Des promesses non tenues après les honneurs

À leur retour au pays, les athlètes avaient été reçus par les autorités, suscitant espoir et reconnaissance. Des promesses de soutien avaient notamment été évoquées en vue de leur participation au championnat du monde.

Mais selon Kibuka, ces engagements n’ont jamais été concrétisés. Faute de financement, la Team RDC avait été contrainte de renoncer à cette échéance internationale majeure, illustrant un décalage persistant entre les discours officiels et les actes.

Des athlètes contraints de tout financer eux-mêmes

À quelques jours de l’édition angolaise, la situation reste préoccupante. Les combattants amateurs doivent assumer eux-mêmes l’ensemble des frais liés à leur participation : licences, billets d’avion, hébergement, restauration et frais d’inscription.

Une réalité difficile pour ces sportifs non professionnels, souvent sans revenus fixes. « On leur demande de porter seuls tout le poids financier de la représentation nationale », déplore Kibuka, soulignant le sacrifice consenti par ces jeunes athlètes pour défendre les couleurs du pays.

 

Un appel urgent à la responsabilité collective

Face à cette situation, Didon Kibuka interpelle à la fois les autorités publiques et les partenaires privés. Il appelle à une prise de conscience sur le rôle de ces athlètes, qu’il considère comme de véritables ambassadeurs de la RDC.

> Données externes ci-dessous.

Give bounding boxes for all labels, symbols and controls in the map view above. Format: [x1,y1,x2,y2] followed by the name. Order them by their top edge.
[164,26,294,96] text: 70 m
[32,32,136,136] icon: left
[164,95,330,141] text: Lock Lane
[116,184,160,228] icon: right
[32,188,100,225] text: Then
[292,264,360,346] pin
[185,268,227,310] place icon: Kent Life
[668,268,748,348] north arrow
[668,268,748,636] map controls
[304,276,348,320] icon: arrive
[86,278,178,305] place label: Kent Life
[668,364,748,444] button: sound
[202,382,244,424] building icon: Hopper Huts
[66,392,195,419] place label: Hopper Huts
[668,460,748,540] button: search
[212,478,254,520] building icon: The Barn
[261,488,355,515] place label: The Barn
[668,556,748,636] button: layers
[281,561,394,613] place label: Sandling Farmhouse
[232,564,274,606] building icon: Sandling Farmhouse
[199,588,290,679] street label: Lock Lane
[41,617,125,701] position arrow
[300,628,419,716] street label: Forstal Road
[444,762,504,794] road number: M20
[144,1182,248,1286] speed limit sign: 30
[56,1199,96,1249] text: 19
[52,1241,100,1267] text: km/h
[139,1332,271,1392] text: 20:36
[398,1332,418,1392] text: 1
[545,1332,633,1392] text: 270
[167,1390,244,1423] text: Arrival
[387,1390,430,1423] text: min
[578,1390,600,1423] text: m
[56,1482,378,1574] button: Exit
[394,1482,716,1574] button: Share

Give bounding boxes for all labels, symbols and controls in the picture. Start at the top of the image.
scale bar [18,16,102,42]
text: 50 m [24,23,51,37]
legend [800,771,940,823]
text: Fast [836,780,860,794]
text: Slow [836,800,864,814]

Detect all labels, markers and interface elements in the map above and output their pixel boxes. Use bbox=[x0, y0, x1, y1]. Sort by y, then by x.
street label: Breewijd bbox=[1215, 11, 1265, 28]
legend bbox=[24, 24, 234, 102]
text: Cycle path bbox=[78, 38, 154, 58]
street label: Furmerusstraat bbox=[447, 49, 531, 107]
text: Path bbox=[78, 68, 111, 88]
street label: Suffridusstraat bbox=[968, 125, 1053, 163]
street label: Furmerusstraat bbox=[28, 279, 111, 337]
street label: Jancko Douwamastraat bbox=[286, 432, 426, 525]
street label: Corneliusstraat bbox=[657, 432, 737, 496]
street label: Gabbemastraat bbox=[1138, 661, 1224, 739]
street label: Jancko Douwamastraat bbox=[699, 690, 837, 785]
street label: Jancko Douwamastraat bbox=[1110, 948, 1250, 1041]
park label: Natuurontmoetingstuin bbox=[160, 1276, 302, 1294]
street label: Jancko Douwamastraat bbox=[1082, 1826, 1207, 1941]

Il dénonce également le contraste avec d’autres disciplines mieux soutenues, estimant que les combattants de MMA méritent un minimum de considération au regard des risques qu’ils prennent et des résultats qu’ils obtiennent.

Son message se veut clair : soutenir ces jeunes, c’est investir dans l’image et l’avenir sportif du pays. « Ils ne demandent pas des privilèges, mais simplement de ne plus être seuls », insiste-t-il.

À travers cet appel, c’est toute la question de la valorisation du sport en RDC qui est posée. Alors que le MMA connaît une croissance rapide sur le continent, le pays risque de manquer une opportunité stratégique pour sa jeunesse si rien n’est fait.